Work order:
Beginning at the top of the entries below, retype each line exactly until the line containing "Quick job: Describe" has been written out; include no pictures and no later lines.

○ ○ ○ ○ ○ ○ ○

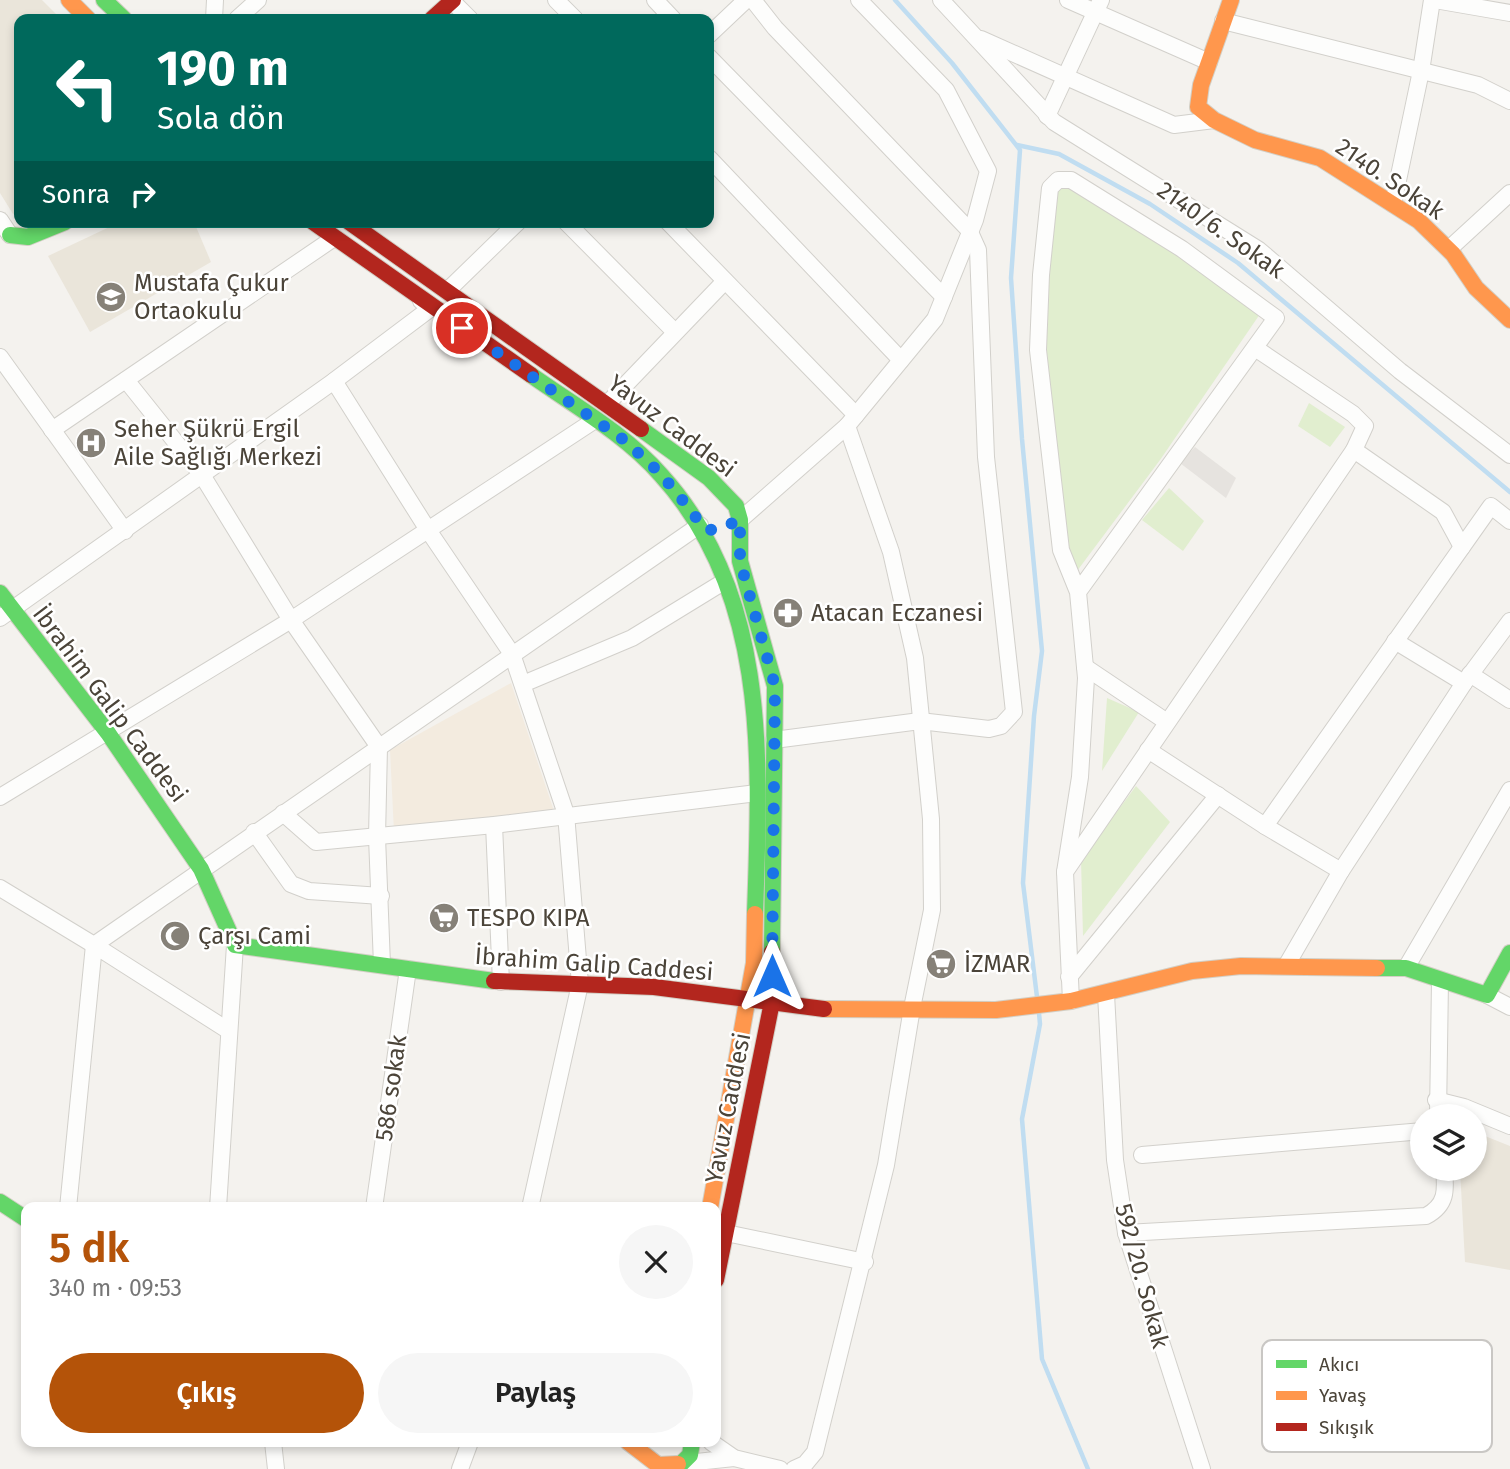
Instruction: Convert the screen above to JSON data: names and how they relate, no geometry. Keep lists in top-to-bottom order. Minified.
{"streets":{"main road":["2140. Sokak","Yavuz Caddesi","İbrahim Galip Caddesi"],"street":["2140/6. Sokak","586 sokak","592/20. Sokak"]},"crossings":[["Yavuz Caddesi","İbrahim Galip Caddesi"],["İbrahim Galip Caddesi","586 sokak"],["İbrahim Galip Caddesi","592/20. Sokak"]],"places":{"school or university":["Mustafa Çukur Ortaokulu"],"hospital":["Seher Şükrü Ergil Aile Sağlığı Merkezi"],"pharmacy":["Atacan Eczanesi"],"supermarket":["TESPO KIPA","İZMAR"],"mosque":["Çarşı Cami"]},"legend":["Akıcı","Yavaş","Sıkışık"],"page":{"turn":["190 m","Sola dön"],"then":"Sonra","heading":["5 dk","340 m · 09:53"],"buttons":["Çıkış","Paylaş"]}}
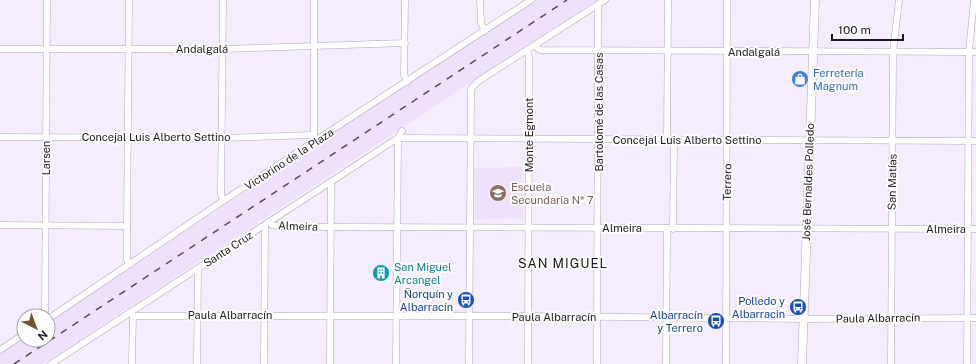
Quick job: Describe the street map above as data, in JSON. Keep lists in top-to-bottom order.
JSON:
{
  "streets": {
    "main road": ["José Bernaldes Polledo"],
    "street": [
      "Andalgalá",
      "Bartolomé de las Casas",
      "Monte Egmont",
      "Concejal Luis Alberto Settino",
      "Larsen",
      "Victorino de la Plaza",
      "Terrero",
      "San Matías",
      "Almeira",
      "Santa Cruz",
      "Paula Albarracín"
    ]
  },
  "crossings": [
    ["Andalgalá", "Bartolomé de las Casas"],
    ["Andalgalá", "Larsen"],
    ["Andalgalá", "Terrero"],
    ["Andalgalá", "José Bernaldes Polledo"],
    ["Andalgalá", "San Matías"],
    ["Bartolomé de las Casas", "Concejal Luis Alberto Settino"],
    ["Bartolomé de las Casas", "Almeira"],
    ["Bartolomé de las Casas", "Paula Albarracín"],
    ["Monte Egmont", "Concejal Luis Alberto Settino"],
    ["Monte Egmont", "Almeira"],
    ["Monte Egmont", "Paula Albarracín"],
    ["Concejal Luis Alberto Settino", "Larsen"],
    ["Concejal Luis Alberto Settino", "Victorino de la Plaza"],
    ["Concejal Luis Alberto Settino", "Terrero"],
    ["Concejal Luis Alberto Settino", "José Bernaldes Polledo"],
    ["Concejal Luis Alberto Settino", "San Matías"],
    ["Concejal Luis Alberto Settino", "Santa Cruz"],
    ["Terrero", "Almeira"],
    ["Terrero", "Paula Albarracín"],
    ["José Bernaldes Polledo", "Almeira"],
    ["José Bernaldes Polledo", "Paula Albarracín"],
    ["San Matías", "Almeira"],
    ["San Matías", "Paula Albarracín"],
    ["Almeira", "Santa Cruz"],
    ["Santa Cruz", "Paula Albarracín"]
  ],
  "districts": ["SAN MIGUEL"],
  "places": {
    "shop": ["Ferretería Magnum"],
    "school or university": ["Escuela Secundaria N* 7"],
    "building": ["San Miguel Arcangel"],
    "bus stop": ["Ñorquín y Albarracín", "Polledo y Albarracín", "Albarracín y Terrero"]
  },
  "scale_bar": "100 m",
  "north": "bottom right"
}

○ ○ ○ ○ ○ ○ ○

Result of the exercise:
Instruction: Convert the screen above to JSON data: names and how they relate, no geometry. Keep lists in top-to-bottom order. Minified.
{"streets":{"main road":["2140. Sokak","Yavuz Caddesi","İbrahim Galip Caddesi"],"street":["2140/6. Sokak","586 sokak","592/20. Sokak"]},"crossings":[["Yavuz Caddesi","İbrahim Galip Caddesi"],["İbrahim Galip Caddesi","586 sokak"],["İbrahim Galip Caddesi","592/20. Sokak"]],"places":{"school or university":["Mustafa Çukur Ortaokulu"],"hospital":["Seher Şükrü Ergil Aile Sağlığı Merkezi"],"pharmacy":["Atacan Eczanesi"],"supermarket":["TESPO KIPA","İZMAR"],"mosque":["Çarşı Cami"]},"legend":["Akıcı","Yavaş","Sıkışık"],"page":{"turn":["190 m","Sola dön"],"then":"Sonra","heading":["5 dk","340 m · 09:53"],"buttons":["Çıkış","Paylaş"]}}
Quick job: Describe the street map above as data, in JSON. Keep lists in top-to-bottom order.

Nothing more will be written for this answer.